# UFC 121- Lesnar Vs Cain Velasquez



## Nitro (Oct 23, 2010)

Prelims at 9 PM for free on Spike... then we will see if Lesnar can be beaten. 10PM on PPV.

I will admit, he has improved. 

There is also an opportunity to see Tito Ortiz fight ( if interested) he is facing Matt Hamill...


----------



## builderrwc (Oct 23, 2010)

Someone hit me up with a link...


----------



## slightly grayling (Oct 23, 2010)

This should be a good one to watch, but I think Velasques' prime is unfortunate timing......Kinda like George Forman...he could have been King George for years if he had peaked before or after Ali had reached his zenith....I think Cain is probably going to get run over...


----------



## Nitro (Oct 23, 2010)

First fight of the main card- 

Gonzaga vs Brendan Schaub........ a snoozer. Gonzaga never got in a groove against the boxer. 

Schaub by decision......


----------



## Nitro (Oct 23, 2010)

Tito Ortiz vs Matt Hamill- 

Tito has been talking his usual smack.... let's see what he's got left.


----------



## Nitro (Oct 23, 2010)

Matt Hamill dominated Tito. Out punching him and taking him down at will......took pages from the Ortiz playbook..ground and  pound to end the fight.

Decision Hamill. Tito's face is a mess.


----------



## Nitro (Oct 23, 2010)

Diego Sanchez vs Jits Ace Paulo Thiago..........I like Thiago in this one...


----------



## Nitro (Oct 23, 2010)

Great first round. Great exchanges and some excellent submission attempts by Thiago.  His Jits is outstanding.


----------



## Nitro (Oct 23, 2010)

Great scrambles.

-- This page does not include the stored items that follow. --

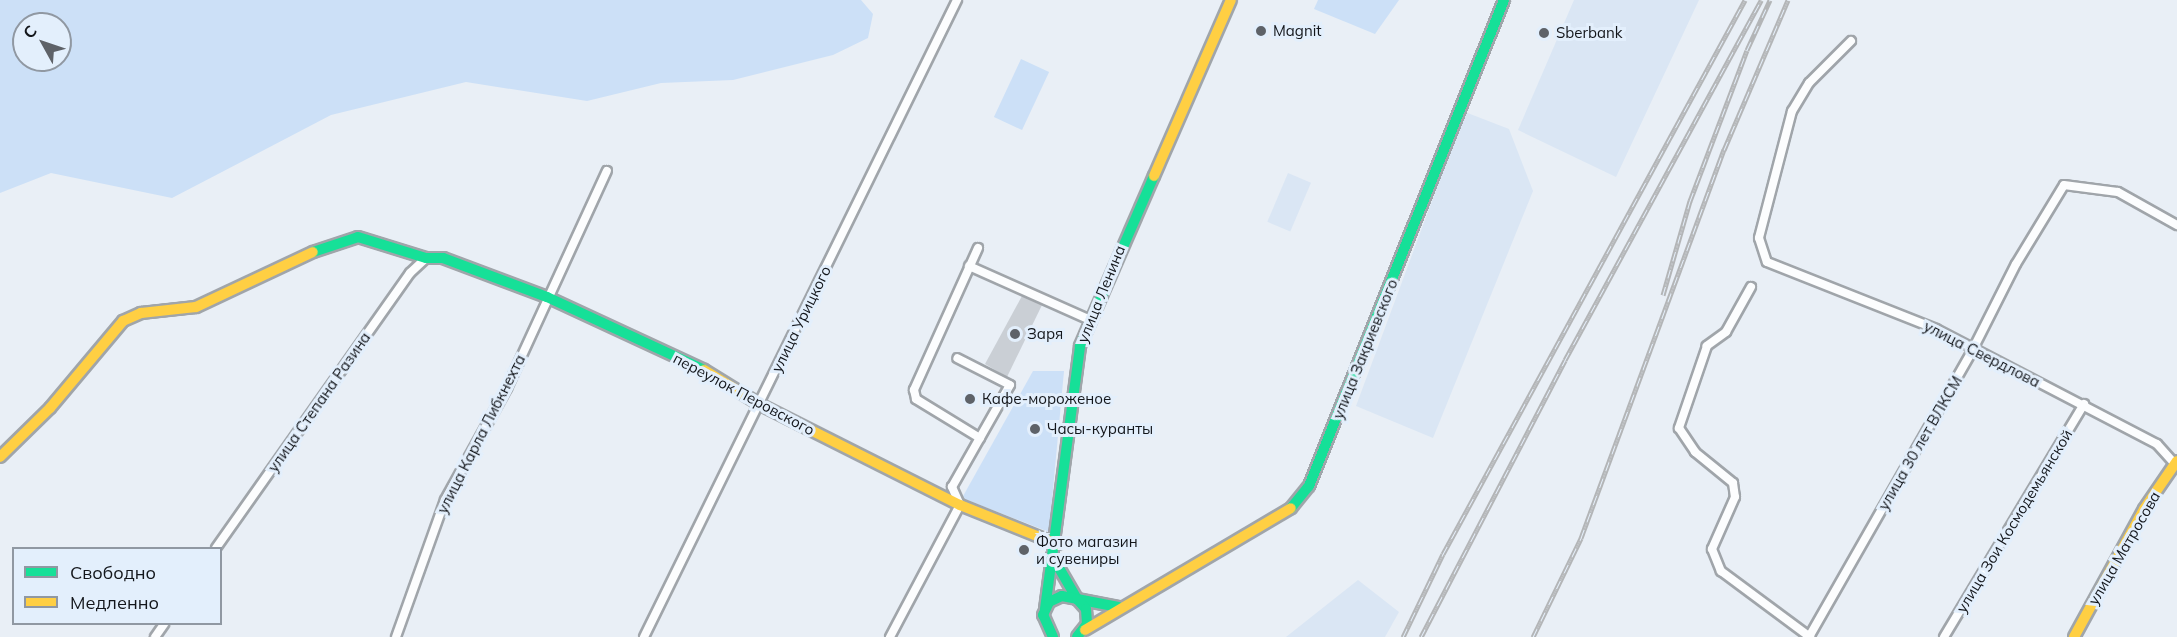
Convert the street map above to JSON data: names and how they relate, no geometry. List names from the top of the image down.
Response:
{
  "streets": {
    "main road": [
      "улица Ленина",
      "улица Закриевского",
      "переулок Перовского",
      "улица Матросова"
    ],
    "street": [
      "улица Урицкого",
      "улица Свердлова",
      "улица Степана Разина",
      "улица Карла Либкнехта",
      "улица 30 лет ВЛКСМ",
      "улица Зои Космодемьянской"
    ]
  },
  "crossings": [
    ["улица Ленина", "переулок Перовского"],
    ["улица Урицкого", "переулок Перовского"],
    ["улица Свердлова", "улица 30 лет ВЛКСМ"],
    ["улица Свердлова", "улица Зои Космодемьянской"],
    ["улица Свердлова", "улица Матросова"],
    ["переулок Перовского", "улица Степана Разина"],
    ["переулок Перовского", "улица Карла Либкнехта"]
  ],
  "places": [
    "Magnit",
    "Sberbank",
    "Заря",
    "Кафе-мороженое",
    "Часы-куранты",
    "Фото магазин и сувениры"
  ],
  "legend": ["Свободно", "Медленно"],
  "north": "top left"
}
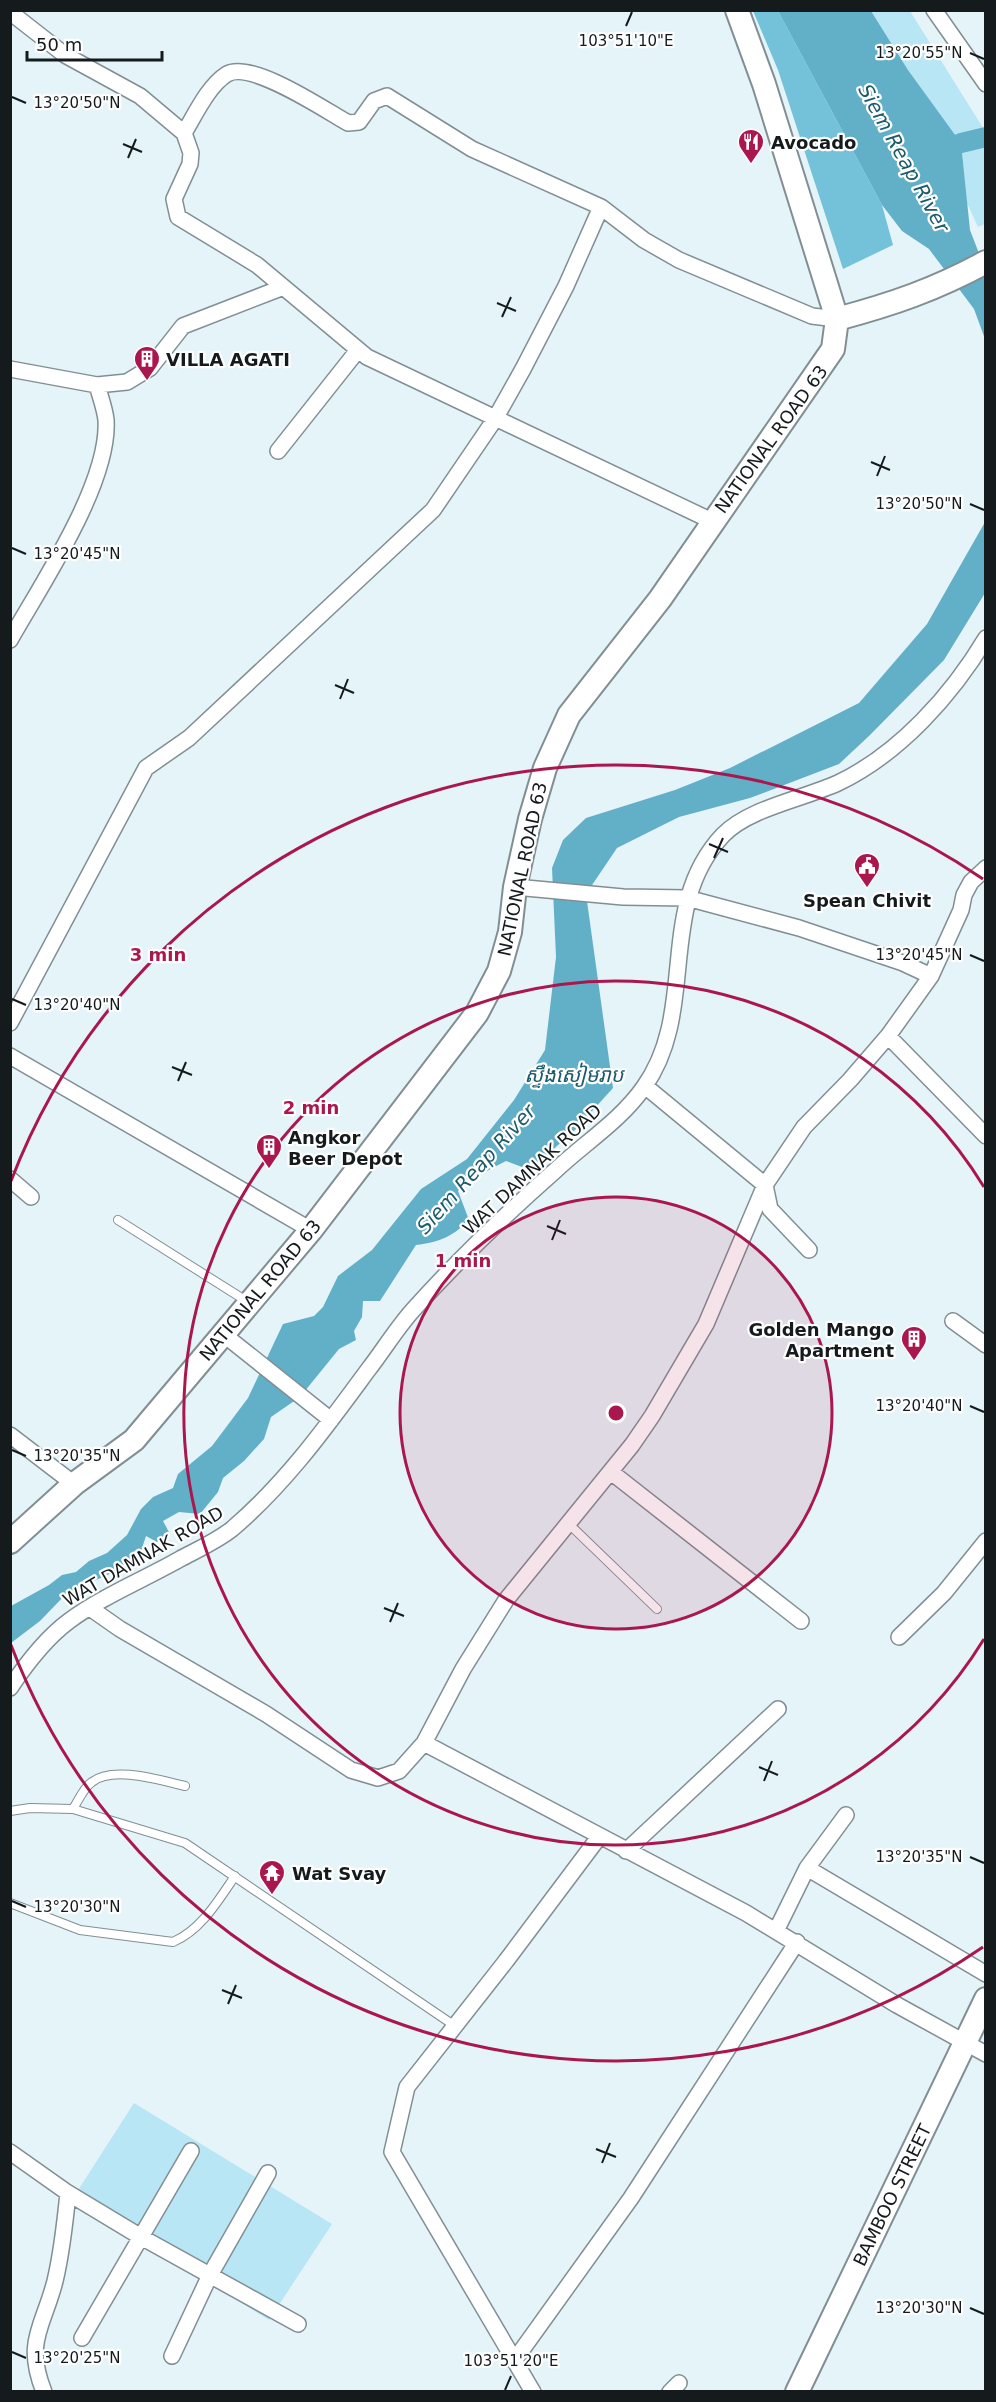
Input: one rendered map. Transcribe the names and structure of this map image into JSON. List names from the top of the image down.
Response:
{
  "streets": {
    "street": ["NATIONAL ROAD 63", "WAT DAMNAK ROAD", "BAMBOO STREET"]
  },
  "water": ["Siem Reap River", "ស្ទឹងសៀមរាប"],
  "places": {
    "restaurant": ["Avocado"],
    "building": ["VILLA AGATI", "Angkor Beer Depot", "Golden Mango Apartment"],
    "public building": ["Spean Chivit"],
    "temple": ["Wat Svay"]
  },
  "scale_bar": "50 m",
  "coordinates": [
    "103°51'10\"E",
    "13°20'55\"N",
    "13°20'50\"N",
    "13°20'45\"N",
    "13°20'40\"N",
    "13°20'35\"N",
    "13°20'30\"N",
    "13°20'25\"N",
    "103°51'20\"E"
  ],
  "rings": ["3 min", "2 min", "1 min"]
}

A standing body slam by Sanchez! Awesome fight!


----------



## Nitro (Oct 23, 2010)

Diego Sanchez is dominating on the ground now. Thiago is gassed...

This is an excellent battle. Sanchez looks great.

Sanchez by decision.


----------



## Nitro (Oct 24, 2010)

Jake Shields vs Kampmen....

Shields by split decision. Sloppy win for a highly vaunted grappler.

Lesnar vs Velasquez up next.


----------



## Nitro (Oct 24, 2010)

Lesnar is a giant. That is all.


----------



## Nitro (Oct 24, 2010)

Round one.....they meet in the center of the ring. Lesnar attempt a takedown and is stuffed.Flying knee attempt by Lesnar and an exchange. 

 Lesnar attempts again and succeeds. Cain gets to his feet. Against the fence now.

Cain separates. Exchange. Lesnar is taken down. Velasquez is punching. Lesnar is stumbling. Cain is punching away. Lesnar is taken down and pummeled. Cain has him tied up now. Punches from the top.

Lesnar is covering up and taking punches.

Cain is pounding the champion. TKO!!!!!!! 

Cain Velasquez dominated the Monster and defeats him in the first Round!!!!!!! WOW!!!

Lesnar is bloodied and beaten.


----------



## Nitro (Oct 24, 2010)

Lesnar has a new scar and an empty spot around his waist.

Awesome! Velasquez moves to 9-0.

Lesnar is surprisingly humble in defeat. No Coronas nor burritos for Lesnar tonight. ( as he promised).


----------



## GoldDot40 (Oct 24, 2010)

Great, now I gotta listen to all the cooks in the Mexican restaurants I deliver to talk smack.

Thanks Brock.....ya pansy!!


----------



## Hut2 (Oct 24, 2010)

Couldn't see myself pulling for a mexicano to be Champion! 
Kinda would be similar to voting for obama!


----------



## Nitro (Oct 24, 2010)

Haters. LOL!!!

He beat Brock down in awesome style. Lesnar got thumped.


----------



## BlackSmoke (Oct 24, 2010)

Lesnar got WORKED.


----------



## hayseed_theology (Oct 24, 2010)

Sounded like the Carwin fight, except Cain didn't gas.


----------



## BlackSmoke (Oct 24, 2010)

hayseed_theology said:


> Sounded like the Carwin fight, except Cain didn't gas.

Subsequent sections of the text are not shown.